Urban fantasy is a minefield full of mind-numbing exposition and ridiculous ideas. Even authors who develop a compelling mythologies – and keep those mythologies straight over the course of several books – can still fail spectacularly. Maybe reader demand keeps the story going long past it’s natural conclusion. Maybe one or more of the characters contracts Anita Blake Syndrome (a fictional STD in which formerly interesting characters are reduced to gooey, sticky piles of sex organs and hormones). Maybe Deus Ex Machina ends up saving the day more often than the hero.

Ever After, the second to last installment in Kim’s Harrison’s Hollows series, veers very closely to a number of these pitfalls but remains a solid installment of the series that I will be genuinely sad to see end.

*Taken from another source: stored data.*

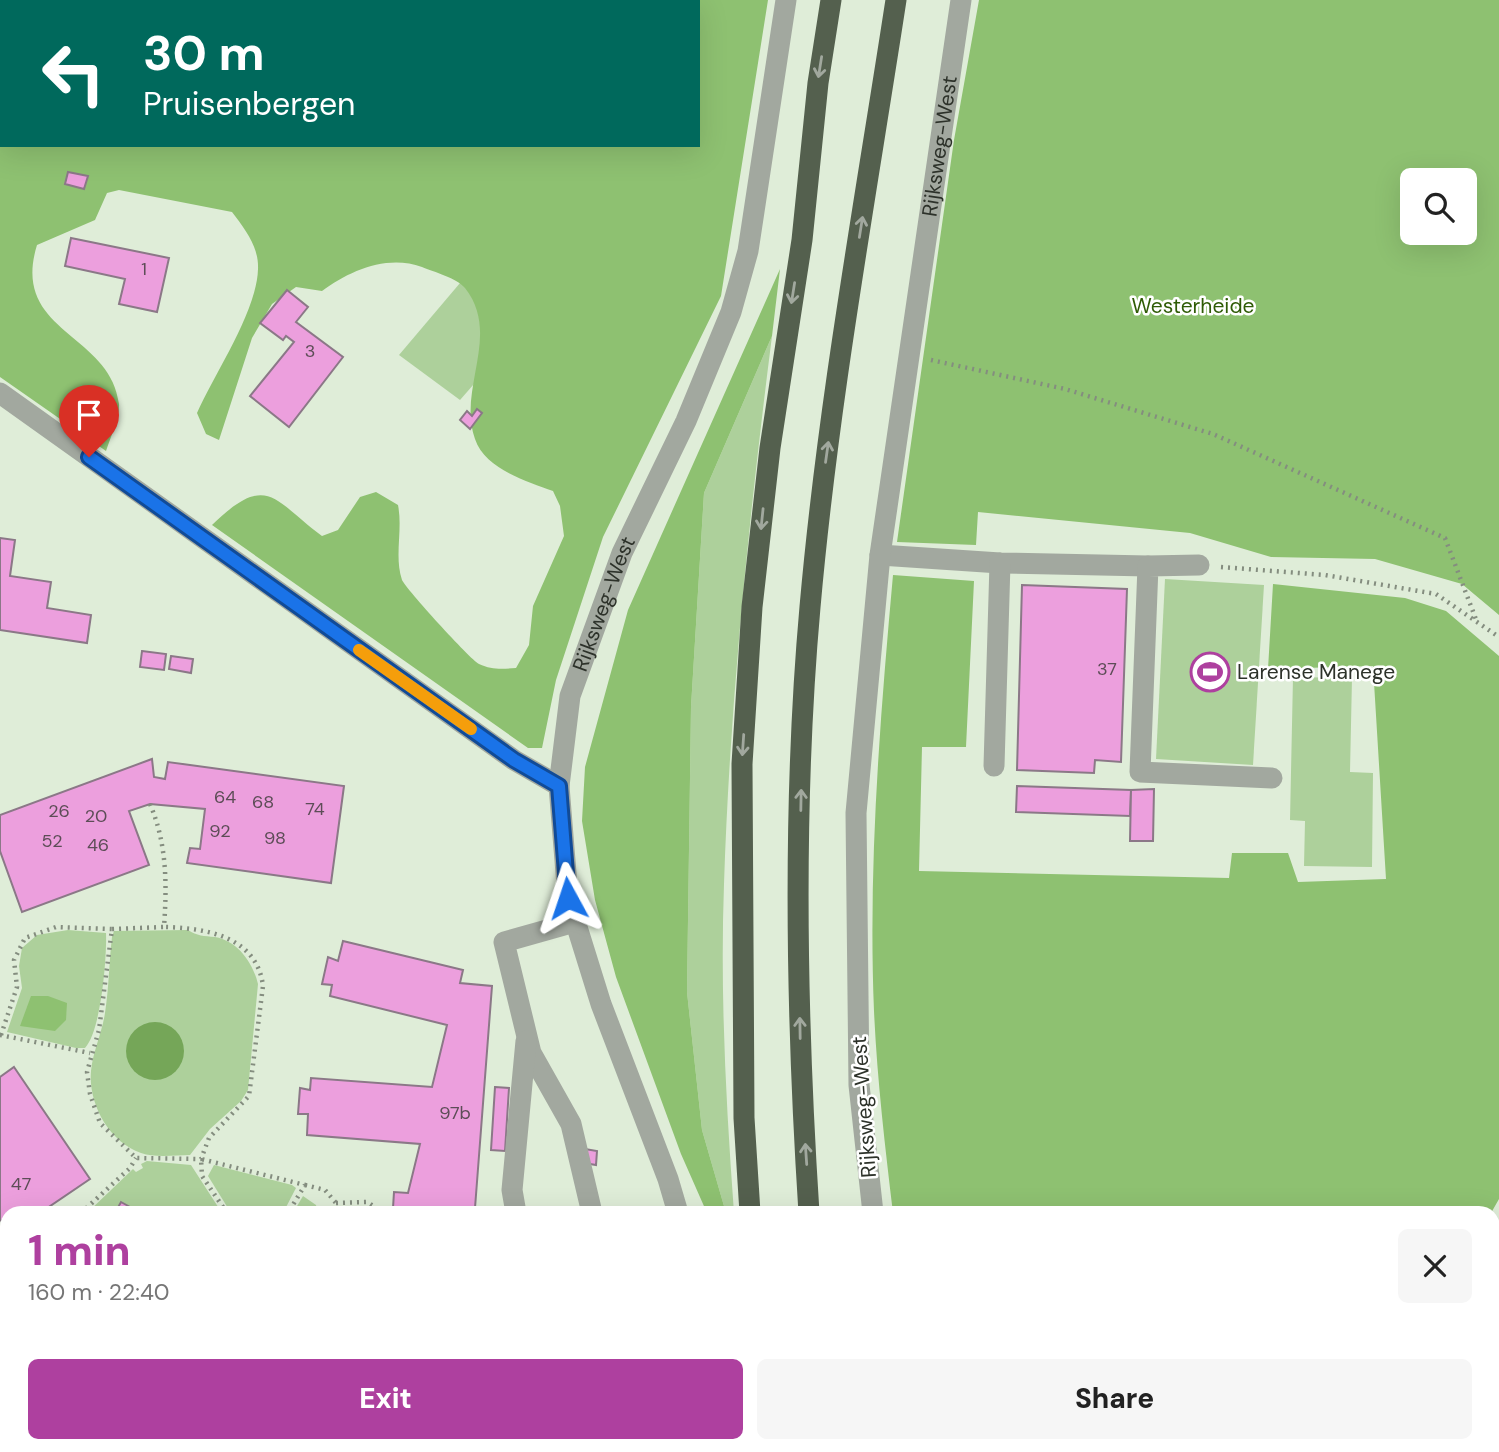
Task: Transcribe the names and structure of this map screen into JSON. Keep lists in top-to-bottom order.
{
  "streets": {
    "street": ["Rijksweg-West"]
  },
  "parks": ["Westerheide"],
  "places": {
    "sports": ["Larense Manege"]
  },
  "house_numbers": [
    "1",
    "3",
    "37",
    "64",
    "68",
    "74",
    "26",
    "20",
    "92",
    "98",
    "52",
    "46",
    "97b",
    "47"
  ],
  "page": {
    "turn": ["30 m", "Pruisenbergen"],
    "heading": ["1 min", "160 m · 22:40"],
    "buttons": ["Exit", "Share"]
  }
}
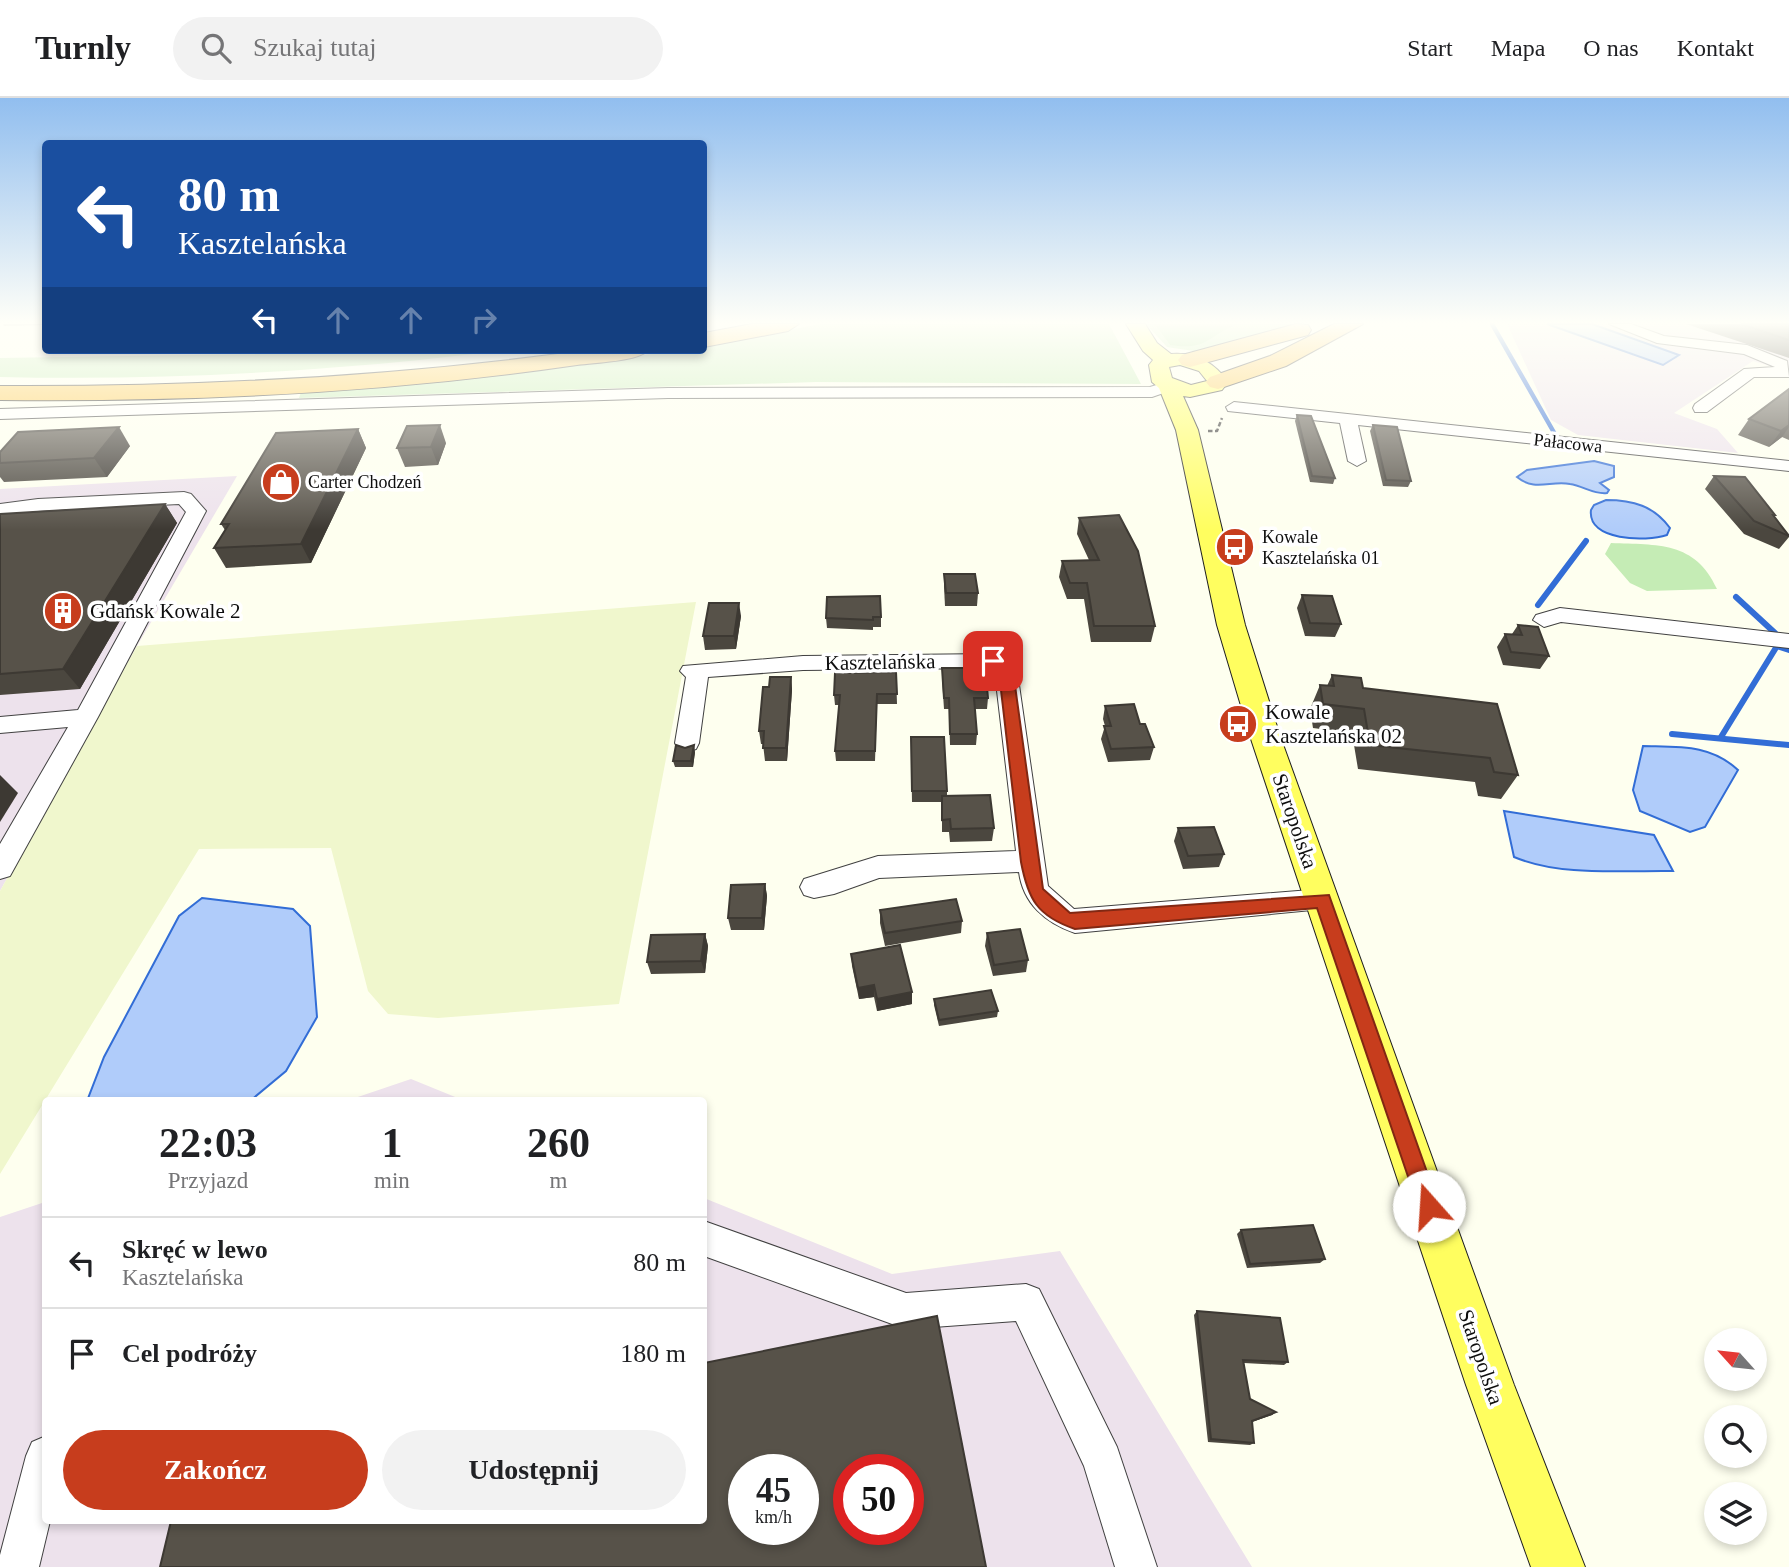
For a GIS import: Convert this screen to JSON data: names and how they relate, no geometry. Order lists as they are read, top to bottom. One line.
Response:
{"streets":{"main road":["Staropolska"],"street":["Pałacowa","Kasztelańska"]},"crossings":[["Kasztelańska","Staropolska"]],"places":{"shop":["Carter Chodzeń"],"bus stop":["Kowale Kasztelańska 01","Kowale Kasztelańska 02"],"building":["Gdańsk Kowale 2"]},"north":"top left","page":{"header":"Turnly","search":"Szukaj tutaj","nav":["Start","Mapa","O nas","Kontakt"],"turn":["80 m","Kasztelańska"],"eta":["22:03","Przyjazd","1","min","260","m"],"list":[{"name":"Skręć w lewo","note":"Kasztelańska","value":"80 m"},{"name":"Cel podróży","value":"180 m"}],"buttons":["Zakończ","Udostępnij"],"speed":"45 km/h","limit":"50"}}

The series follows Rachel Morgan, the now-infamous witch/demon, and her business partners in Vampiric Charms. Ivy is the prickly, tortured vampire best friend who lured her away from her lackluster government job at the IS (non-human, or “inderland,” law enforcement) and Jenks is the sarcastic pixie sidekick. They set up shop as runners – a job that is part detective and part private security. At least that’s what they used to do before bailing Rachel out of trouble became a full time sort of thing.  Although the story takes place in present day, it’s established that the long-hidden existence of supernatural creatures was revealed when genetically altered tomatoes wiped out a substantial portion of the human population. Stepping on that particular butterfly has altered things just enough to create a Cincinnati that is charming in it’s mix of the strange and the hey-I’ve-been-there.

In this installment, Rachel has been framed for disturbing the ley lines which is causing the Ever After to shrink in such a way that it will leave the demons no place to go. She also discovers that Ku’Sox, a lab created demon that is more psychotic than most, is trying to use human babies to create new demons. Can she fix the lines and clear her name? Can she save the babies? Will she win the romantic interest in the end? Well, she’s  Rachel fucking Morgan. By book eleven then you already know that the interesting part is not the outcome. She’ll skid into the end of the book by the skin of her teeth like a redheaded Harry Dresden. The part worth reading is how she gets there.

Rachel has always been the main draw of the Hollows series. By this point in the series, she ought be insufferable. She ought to be the Wesley Crusher of Cincinnati. In addition to being a super special one-of-a-kind magical being, she’s the daughter of a famous rock star. The most powerful man in Cincinnati casually invites her for tea. Former presidents drop by her kitchen. The scariest demons grant her audiences. She’s recognized in the street in both the real world and the Ever After as the famous/infamous Rachel Morgan. She uses black magic with impunity. She can be a hypocrite and sometimes kind of an ass. Yet, Harrison writes her in such a way that she remains mostly relatable if not likable. Sure, 90 percent of her problems are her own damn fault but I’m still rooting for her.

Harrison’s supporting characters is equally well-written. The cast has grown substantially since Dead Witch Walking, and she wisely takes regular opportunities to clear the decks. Some exits are jarring, but never in a way that feels inorganic. The ebb and flow of Rachel’s relationships is realistic, and the way Harrison handles this is probably one of my favorite things about this series. The ongoing friction in Ivy and Rachel’s friendship is a nice change from the tired instant-best-friends trope that appears in so many female centric series. Alliances in the Hollows universe are rarely easy. Case in point: Al and Trent teaming up against Nick would have seemed ludicrous early on in the series, but since both characters have made the transition from one-off villain to beloved regular it seems entirely reasonable and plausible.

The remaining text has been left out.